======== SOURCE RECORDS ========

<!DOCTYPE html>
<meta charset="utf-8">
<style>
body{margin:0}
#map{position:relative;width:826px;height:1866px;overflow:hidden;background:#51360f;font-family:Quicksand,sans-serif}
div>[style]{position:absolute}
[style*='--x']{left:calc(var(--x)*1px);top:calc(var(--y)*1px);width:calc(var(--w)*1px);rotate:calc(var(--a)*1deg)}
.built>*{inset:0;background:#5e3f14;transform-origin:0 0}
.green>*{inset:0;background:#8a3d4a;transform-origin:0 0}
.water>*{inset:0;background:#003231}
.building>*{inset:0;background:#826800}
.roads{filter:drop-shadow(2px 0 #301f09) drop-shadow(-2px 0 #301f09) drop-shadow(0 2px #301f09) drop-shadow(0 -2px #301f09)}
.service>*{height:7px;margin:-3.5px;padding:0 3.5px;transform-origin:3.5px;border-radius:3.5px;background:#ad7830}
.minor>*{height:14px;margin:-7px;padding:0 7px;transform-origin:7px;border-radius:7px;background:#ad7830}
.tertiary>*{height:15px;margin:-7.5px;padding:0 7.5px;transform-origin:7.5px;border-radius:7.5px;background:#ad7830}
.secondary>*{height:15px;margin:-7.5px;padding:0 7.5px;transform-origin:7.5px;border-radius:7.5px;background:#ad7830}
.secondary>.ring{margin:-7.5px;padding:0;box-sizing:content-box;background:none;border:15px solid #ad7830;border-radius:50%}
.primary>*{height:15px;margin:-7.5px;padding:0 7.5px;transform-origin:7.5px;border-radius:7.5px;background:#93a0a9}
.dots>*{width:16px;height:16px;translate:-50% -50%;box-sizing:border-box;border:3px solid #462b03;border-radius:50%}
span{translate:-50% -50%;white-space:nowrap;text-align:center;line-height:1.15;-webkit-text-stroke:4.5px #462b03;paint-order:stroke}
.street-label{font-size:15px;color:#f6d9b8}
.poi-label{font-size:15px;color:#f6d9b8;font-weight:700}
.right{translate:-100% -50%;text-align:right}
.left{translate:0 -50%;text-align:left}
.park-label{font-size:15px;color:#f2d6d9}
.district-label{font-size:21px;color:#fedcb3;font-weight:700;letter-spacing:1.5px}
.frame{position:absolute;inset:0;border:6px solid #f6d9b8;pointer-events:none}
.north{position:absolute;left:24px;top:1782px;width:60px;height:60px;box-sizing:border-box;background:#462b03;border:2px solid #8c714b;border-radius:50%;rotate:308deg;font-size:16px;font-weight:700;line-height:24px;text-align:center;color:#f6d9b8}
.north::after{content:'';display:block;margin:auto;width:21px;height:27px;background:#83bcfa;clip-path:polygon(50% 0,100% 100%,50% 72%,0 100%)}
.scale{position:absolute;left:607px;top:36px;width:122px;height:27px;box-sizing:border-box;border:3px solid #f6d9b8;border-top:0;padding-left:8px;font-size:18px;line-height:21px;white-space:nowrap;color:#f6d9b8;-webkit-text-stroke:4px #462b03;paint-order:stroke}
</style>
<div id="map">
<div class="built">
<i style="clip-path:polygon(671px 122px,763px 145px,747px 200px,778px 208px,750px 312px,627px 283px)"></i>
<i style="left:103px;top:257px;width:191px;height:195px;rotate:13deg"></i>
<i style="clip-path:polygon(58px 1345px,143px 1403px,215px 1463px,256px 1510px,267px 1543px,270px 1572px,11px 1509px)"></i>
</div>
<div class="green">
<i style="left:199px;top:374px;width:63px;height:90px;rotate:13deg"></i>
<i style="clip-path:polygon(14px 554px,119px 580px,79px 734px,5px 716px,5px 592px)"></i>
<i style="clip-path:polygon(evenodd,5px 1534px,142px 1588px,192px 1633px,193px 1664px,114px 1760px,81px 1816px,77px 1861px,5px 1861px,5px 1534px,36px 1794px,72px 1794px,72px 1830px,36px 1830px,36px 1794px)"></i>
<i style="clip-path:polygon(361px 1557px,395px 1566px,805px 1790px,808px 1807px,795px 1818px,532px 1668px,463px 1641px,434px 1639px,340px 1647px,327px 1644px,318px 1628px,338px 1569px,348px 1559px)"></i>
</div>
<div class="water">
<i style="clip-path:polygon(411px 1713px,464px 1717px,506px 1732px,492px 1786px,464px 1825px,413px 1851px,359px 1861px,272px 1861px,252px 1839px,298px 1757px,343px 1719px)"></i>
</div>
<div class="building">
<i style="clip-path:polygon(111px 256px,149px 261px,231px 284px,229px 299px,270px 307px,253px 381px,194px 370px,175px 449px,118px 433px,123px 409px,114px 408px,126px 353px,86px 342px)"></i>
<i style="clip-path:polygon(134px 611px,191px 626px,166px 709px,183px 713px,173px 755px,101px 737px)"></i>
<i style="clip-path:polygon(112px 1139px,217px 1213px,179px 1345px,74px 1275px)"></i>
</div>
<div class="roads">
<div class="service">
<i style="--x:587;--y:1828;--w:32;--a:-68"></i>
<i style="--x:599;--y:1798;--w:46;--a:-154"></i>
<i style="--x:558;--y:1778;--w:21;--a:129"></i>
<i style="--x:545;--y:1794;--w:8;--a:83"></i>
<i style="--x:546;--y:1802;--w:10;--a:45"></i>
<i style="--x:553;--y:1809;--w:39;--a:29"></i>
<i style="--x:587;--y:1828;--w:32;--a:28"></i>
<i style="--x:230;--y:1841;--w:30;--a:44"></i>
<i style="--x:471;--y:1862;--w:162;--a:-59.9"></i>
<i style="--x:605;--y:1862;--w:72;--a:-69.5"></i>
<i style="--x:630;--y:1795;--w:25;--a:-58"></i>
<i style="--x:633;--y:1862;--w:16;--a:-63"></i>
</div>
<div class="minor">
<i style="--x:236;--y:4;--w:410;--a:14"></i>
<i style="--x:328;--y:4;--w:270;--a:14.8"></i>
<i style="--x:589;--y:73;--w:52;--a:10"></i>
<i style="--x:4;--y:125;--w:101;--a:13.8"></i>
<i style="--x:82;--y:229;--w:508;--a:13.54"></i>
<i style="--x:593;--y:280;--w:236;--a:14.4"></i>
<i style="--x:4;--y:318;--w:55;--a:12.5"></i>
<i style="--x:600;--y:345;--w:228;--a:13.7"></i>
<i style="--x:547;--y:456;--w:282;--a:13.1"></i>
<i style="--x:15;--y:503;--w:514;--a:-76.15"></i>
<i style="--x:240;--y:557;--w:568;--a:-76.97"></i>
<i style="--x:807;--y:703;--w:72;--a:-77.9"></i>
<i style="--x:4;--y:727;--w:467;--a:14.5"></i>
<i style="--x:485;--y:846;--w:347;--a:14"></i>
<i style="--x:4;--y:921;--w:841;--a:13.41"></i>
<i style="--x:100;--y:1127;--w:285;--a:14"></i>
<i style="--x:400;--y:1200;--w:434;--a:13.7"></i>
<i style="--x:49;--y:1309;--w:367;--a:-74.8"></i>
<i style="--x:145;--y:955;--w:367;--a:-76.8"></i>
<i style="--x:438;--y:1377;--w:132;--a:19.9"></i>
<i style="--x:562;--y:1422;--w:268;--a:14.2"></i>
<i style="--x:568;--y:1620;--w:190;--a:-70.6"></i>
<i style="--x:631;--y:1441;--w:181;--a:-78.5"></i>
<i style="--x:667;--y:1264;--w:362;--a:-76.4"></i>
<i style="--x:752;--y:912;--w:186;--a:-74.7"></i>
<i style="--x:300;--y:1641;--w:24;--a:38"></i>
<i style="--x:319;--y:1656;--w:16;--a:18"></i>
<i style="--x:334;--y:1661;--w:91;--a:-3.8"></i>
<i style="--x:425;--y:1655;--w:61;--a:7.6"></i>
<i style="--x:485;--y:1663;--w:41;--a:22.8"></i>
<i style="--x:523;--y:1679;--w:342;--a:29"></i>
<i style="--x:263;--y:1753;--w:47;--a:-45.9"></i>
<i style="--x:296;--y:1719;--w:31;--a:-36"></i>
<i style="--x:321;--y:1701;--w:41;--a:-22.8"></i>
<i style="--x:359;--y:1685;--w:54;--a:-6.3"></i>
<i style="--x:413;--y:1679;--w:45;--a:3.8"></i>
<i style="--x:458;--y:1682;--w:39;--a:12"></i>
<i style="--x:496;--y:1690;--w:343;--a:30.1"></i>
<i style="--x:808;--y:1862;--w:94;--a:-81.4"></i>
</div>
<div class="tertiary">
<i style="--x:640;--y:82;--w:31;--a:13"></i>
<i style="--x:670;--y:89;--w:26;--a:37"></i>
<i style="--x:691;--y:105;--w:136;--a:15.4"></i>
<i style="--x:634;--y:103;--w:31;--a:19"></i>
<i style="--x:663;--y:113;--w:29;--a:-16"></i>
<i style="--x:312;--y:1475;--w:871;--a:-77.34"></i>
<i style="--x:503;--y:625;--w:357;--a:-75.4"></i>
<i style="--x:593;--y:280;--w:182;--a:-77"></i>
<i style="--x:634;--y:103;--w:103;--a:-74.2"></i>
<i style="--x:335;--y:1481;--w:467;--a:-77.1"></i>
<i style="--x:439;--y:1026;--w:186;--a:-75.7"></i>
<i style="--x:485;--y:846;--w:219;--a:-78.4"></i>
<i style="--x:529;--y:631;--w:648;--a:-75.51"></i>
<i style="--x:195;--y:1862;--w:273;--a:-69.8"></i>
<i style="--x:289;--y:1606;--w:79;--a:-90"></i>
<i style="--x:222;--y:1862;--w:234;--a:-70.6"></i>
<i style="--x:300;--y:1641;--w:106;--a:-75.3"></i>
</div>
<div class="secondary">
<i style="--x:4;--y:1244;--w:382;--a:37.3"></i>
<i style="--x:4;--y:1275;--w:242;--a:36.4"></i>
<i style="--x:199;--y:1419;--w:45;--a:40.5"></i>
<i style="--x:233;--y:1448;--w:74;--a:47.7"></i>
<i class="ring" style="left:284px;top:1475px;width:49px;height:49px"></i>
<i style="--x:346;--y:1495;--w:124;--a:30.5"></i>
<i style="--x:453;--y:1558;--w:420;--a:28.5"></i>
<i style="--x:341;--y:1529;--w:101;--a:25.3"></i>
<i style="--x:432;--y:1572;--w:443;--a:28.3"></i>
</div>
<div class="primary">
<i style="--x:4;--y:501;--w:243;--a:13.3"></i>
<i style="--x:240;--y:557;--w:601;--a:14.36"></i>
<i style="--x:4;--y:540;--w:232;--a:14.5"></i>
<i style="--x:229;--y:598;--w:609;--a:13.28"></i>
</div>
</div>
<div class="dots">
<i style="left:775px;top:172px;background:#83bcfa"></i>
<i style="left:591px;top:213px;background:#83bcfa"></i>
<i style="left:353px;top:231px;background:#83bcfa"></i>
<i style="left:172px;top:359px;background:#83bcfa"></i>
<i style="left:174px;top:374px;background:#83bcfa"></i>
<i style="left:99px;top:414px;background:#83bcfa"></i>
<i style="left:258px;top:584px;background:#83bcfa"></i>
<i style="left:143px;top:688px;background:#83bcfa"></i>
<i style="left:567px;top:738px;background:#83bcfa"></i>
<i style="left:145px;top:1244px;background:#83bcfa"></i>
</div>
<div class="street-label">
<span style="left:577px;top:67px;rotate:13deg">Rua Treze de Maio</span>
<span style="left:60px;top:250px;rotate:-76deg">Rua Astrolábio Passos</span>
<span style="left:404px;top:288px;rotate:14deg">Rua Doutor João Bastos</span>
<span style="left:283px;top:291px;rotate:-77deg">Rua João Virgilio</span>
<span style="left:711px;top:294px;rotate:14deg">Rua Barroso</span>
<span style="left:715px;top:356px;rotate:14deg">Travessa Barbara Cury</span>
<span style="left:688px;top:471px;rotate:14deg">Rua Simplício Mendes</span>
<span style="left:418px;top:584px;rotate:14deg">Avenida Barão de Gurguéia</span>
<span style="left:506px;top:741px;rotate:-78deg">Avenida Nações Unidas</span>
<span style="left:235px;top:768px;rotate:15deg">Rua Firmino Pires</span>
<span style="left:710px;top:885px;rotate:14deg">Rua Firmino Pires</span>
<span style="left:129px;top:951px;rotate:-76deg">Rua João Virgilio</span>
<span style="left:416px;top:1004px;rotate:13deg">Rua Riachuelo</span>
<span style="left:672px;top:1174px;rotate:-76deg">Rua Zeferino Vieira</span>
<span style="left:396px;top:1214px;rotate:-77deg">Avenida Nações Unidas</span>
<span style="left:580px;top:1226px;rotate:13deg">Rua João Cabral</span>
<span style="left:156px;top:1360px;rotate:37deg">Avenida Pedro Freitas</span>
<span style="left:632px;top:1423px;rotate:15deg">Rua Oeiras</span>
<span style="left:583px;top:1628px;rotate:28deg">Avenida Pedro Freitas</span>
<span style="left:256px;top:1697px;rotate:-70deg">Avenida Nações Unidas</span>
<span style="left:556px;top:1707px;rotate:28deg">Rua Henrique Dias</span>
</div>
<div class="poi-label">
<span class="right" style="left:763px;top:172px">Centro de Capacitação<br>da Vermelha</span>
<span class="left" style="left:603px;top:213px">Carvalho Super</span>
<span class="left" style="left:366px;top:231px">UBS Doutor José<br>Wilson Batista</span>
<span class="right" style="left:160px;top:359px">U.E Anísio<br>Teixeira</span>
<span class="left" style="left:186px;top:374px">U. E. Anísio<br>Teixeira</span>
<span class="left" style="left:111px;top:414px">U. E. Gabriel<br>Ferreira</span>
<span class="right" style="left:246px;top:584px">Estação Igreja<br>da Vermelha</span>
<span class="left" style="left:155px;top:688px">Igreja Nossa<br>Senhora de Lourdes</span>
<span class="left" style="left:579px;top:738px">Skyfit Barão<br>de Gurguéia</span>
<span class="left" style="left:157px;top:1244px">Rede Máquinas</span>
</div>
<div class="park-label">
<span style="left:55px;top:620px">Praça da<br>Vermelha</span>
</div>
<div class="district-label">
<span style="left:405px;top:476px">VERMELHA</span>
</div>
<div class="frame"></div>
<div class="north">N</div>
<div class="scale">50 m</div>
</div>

========

YOUR TASK:
Your answer should be only the number of lines in the entries above that hold the string "green".

ANSWER:
2